慶應義塾大学とサンパウロ大学(USP)の両法学部が学術交流協定に基づく国際シンポジウム『21世紀における法学の発展』を、13、14の両日、USP1階の講堂(Largo Sao Francisco, 95, Centro)で開催する。開会式は初日午前9時15分から。入場無料、通訳あり。
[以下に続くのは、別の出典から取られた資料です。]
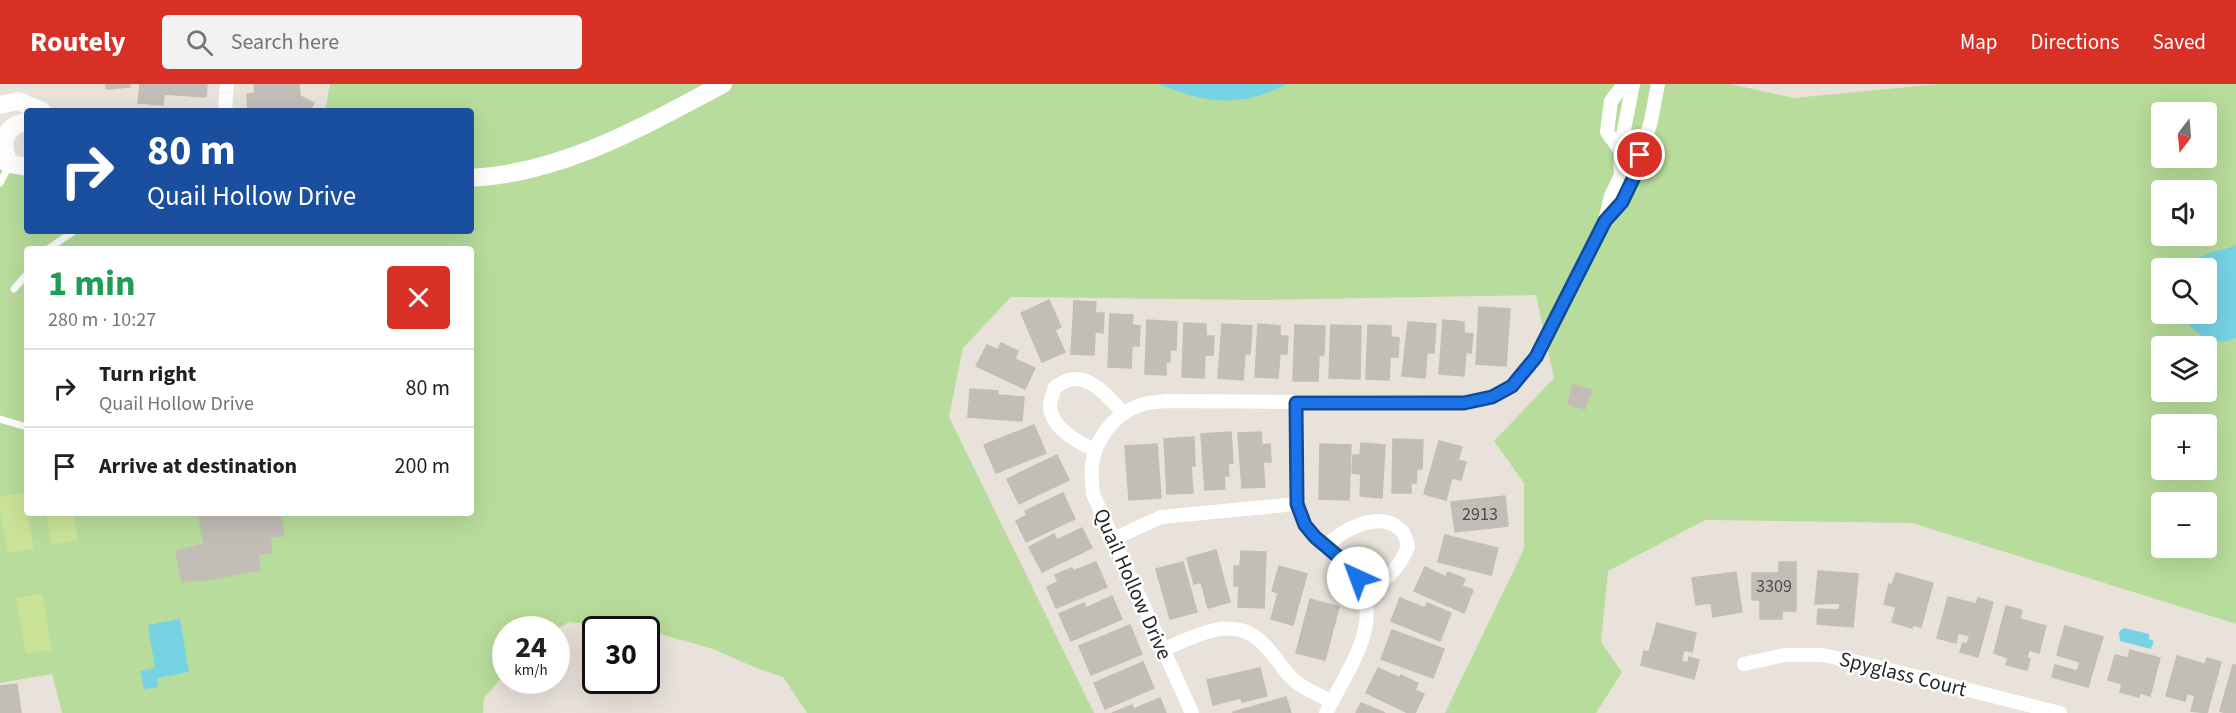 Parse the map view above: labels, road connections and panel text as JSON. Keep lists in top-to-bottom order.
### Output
{
  "streets": {
    "street": ["Quail Hollow Drive", "Spyglass Court"]
  },
  "house_numbers": ["2913", "3309"],
  "north": "bottom",
  "page": {
    "header": "Routely",
    "search": "Search here",
    "nav": ["Map", "Directions", "Saved"],
    "map_buttons": ["+", "−"],
    "turn": ["80 m", "Quail Hollow Drive"],
    "heading": ["1 min", "280 m · 10:27"],
    "list": [
      {
        "name": "Turn right",
        "note": "Quail Hollow Drive",
        "value": "80 m"
      },
      {
        "name": "Arrive at destination",
        "value": "200 m"
      }
    ],
    "speed": "24 km/h",
    "limit": "30"
  }
}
両大は1981年に同協定を締結。人的交流のほか、約2年ごとに東京・サンパウロ市で交互にシンポジウムを開催している。今回は、度々来伯し交流に力を入れてきた、慶応大の池田真朗教授退官記念も兼ねて開かれる。池田教授のほか三木浩一、明石欽司教授、薮本将典、前田美千代准教授、工藤敏隆専任講師が来伯し、シンポに参加する。
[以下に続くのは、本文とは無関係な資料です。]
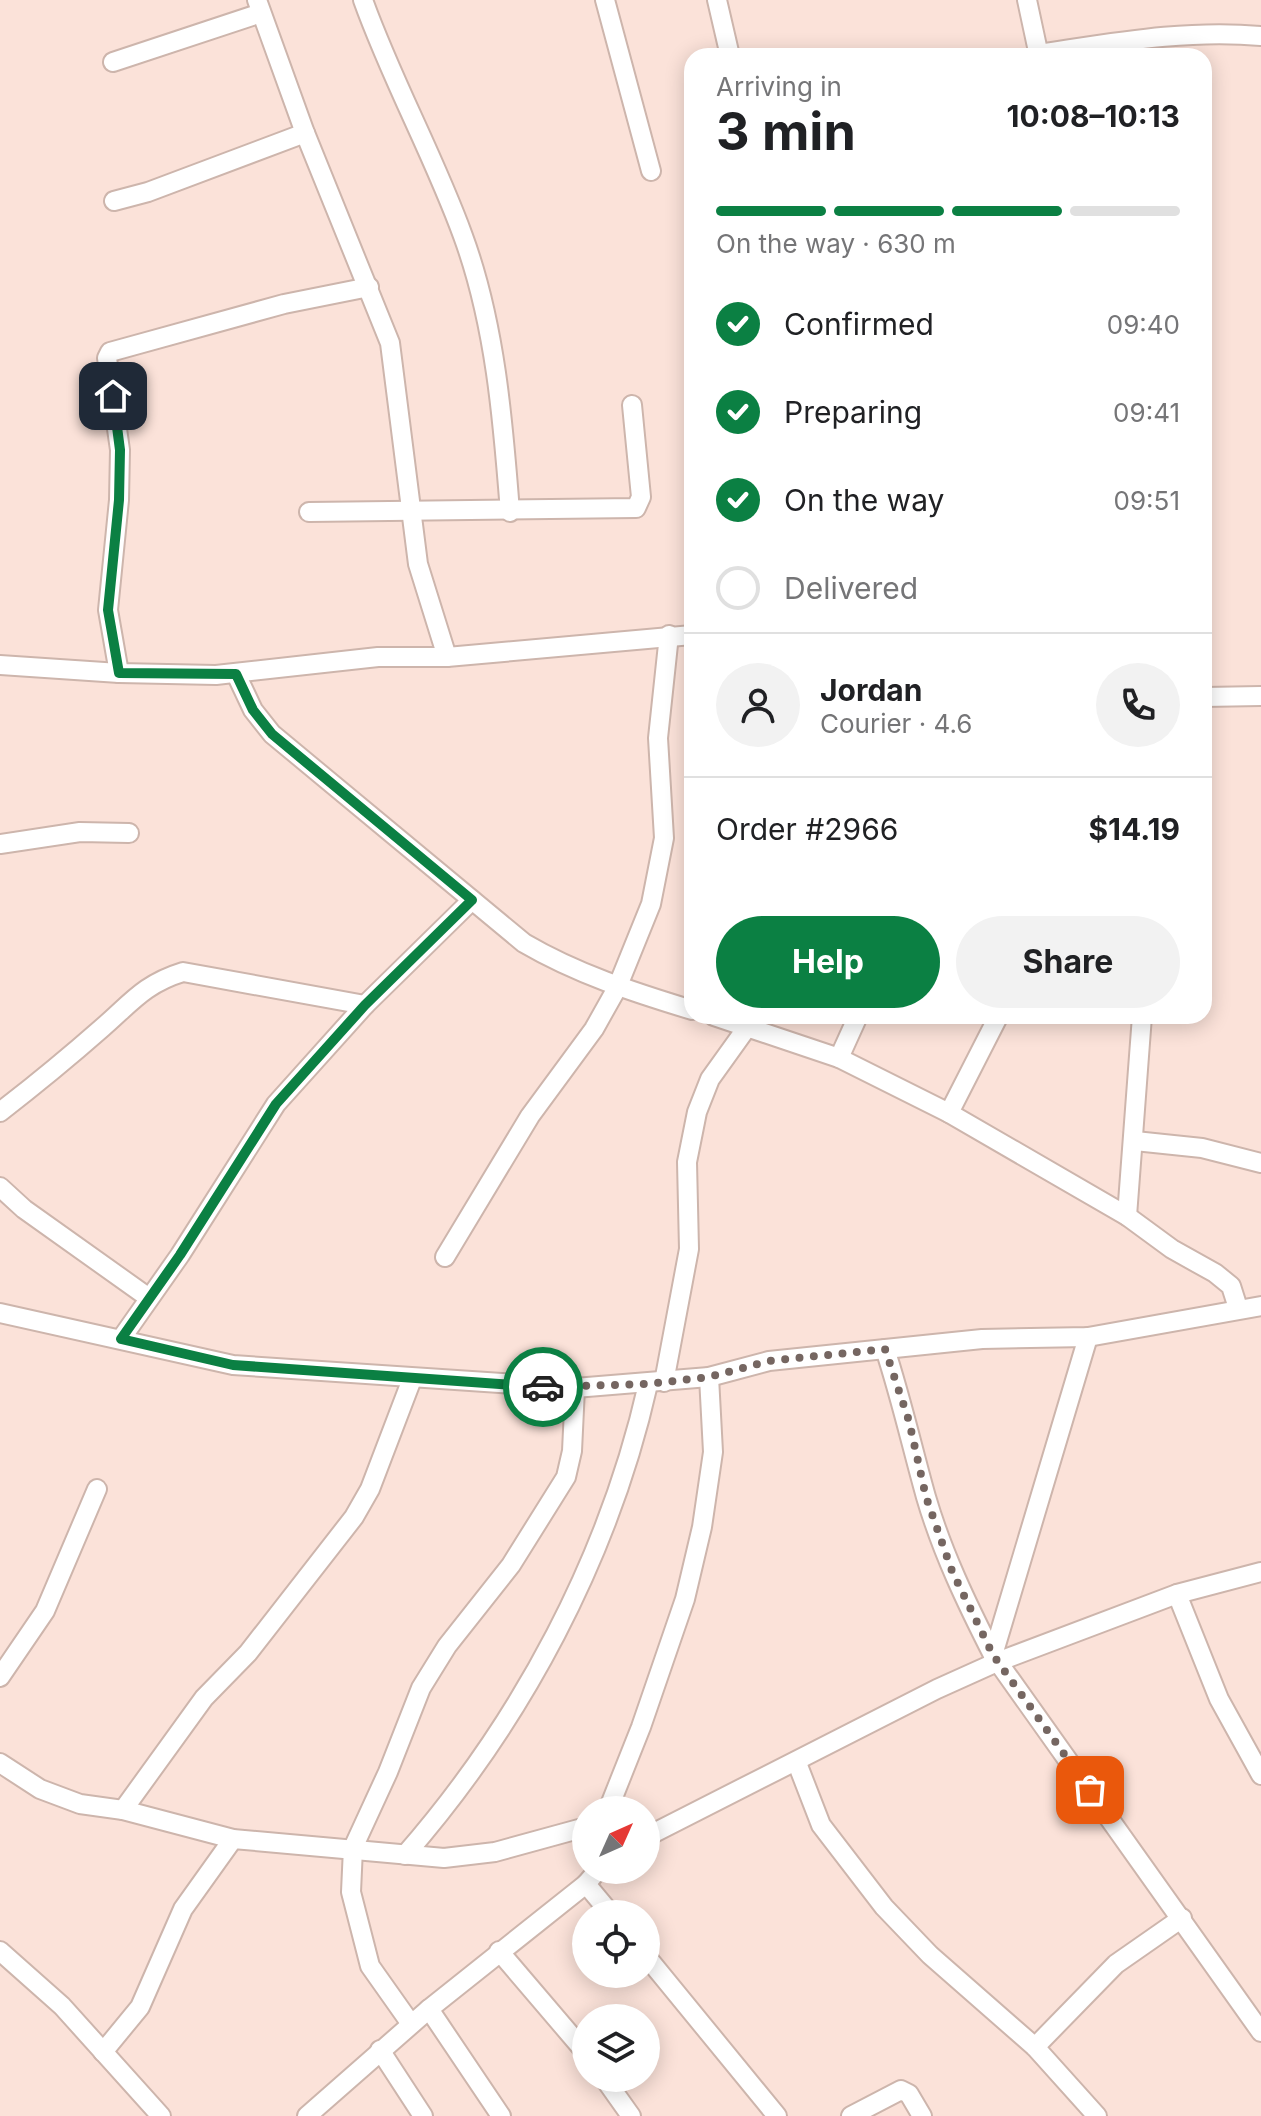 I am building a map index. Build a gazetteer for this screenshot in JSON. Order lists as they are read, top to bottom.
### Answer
{
  "north": "top right",
  "page": {
    "heading": ["3 min", "Arriving in", "10:08–10:13"],
    "panel": [
      "Jordan",
      "Courier · 4.6",
      "Order #2966",
      "$14.19"
    ],
    "bar": "On the way · 630 m",
    "list": [
      ["Confirmed", "09:40"],
      ["Preparing", "09:41"],
      ["On the way", "09:51"],
      "Delivered"
    ],
    "buttons": ["Help", "Share"]
  }
}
訴訟法、国際法、民法など分野ごとに2~3時間ずつシンポが行われ、各分野において両大の教授による講演と討論がある。渡部和夫、大原毅弁護士が案内のため来社し、来場を呼びかけた。詳細は次のとおり。

「訴訟法」では、三木教授がブラジルをモデルとした日本版集団訴訟について講演(13日午前9時半~)。工藤教授は原子力損害賠償における示談(ADR)を例にとり、日本式示談を紹介する(初日午後5時~)。渡部さんによれば、「ブラジルでは毎年2300万件の訴訟が起こるが、未だに9200万件が未処理の状態。これを改善するためにも、示談の文化を広めることが必要」と強調した。

またドイツ・フランス法に倣った日本法とブラジル法が、いずれもローマ法の流れを汲んでいることから、「法律史」では両国の法における共通点を議論する(14日午後2時半~)。消費者法では、ブラジルで社会問題となっている超過債務をテーマに取り上げる(14日午後5時~)。

国際法は歴史と現在の課題を(13日午後2時半~)、市民法は債権譲渡と債務引受などをテーマに討論が行われる(14日午前9時半~)。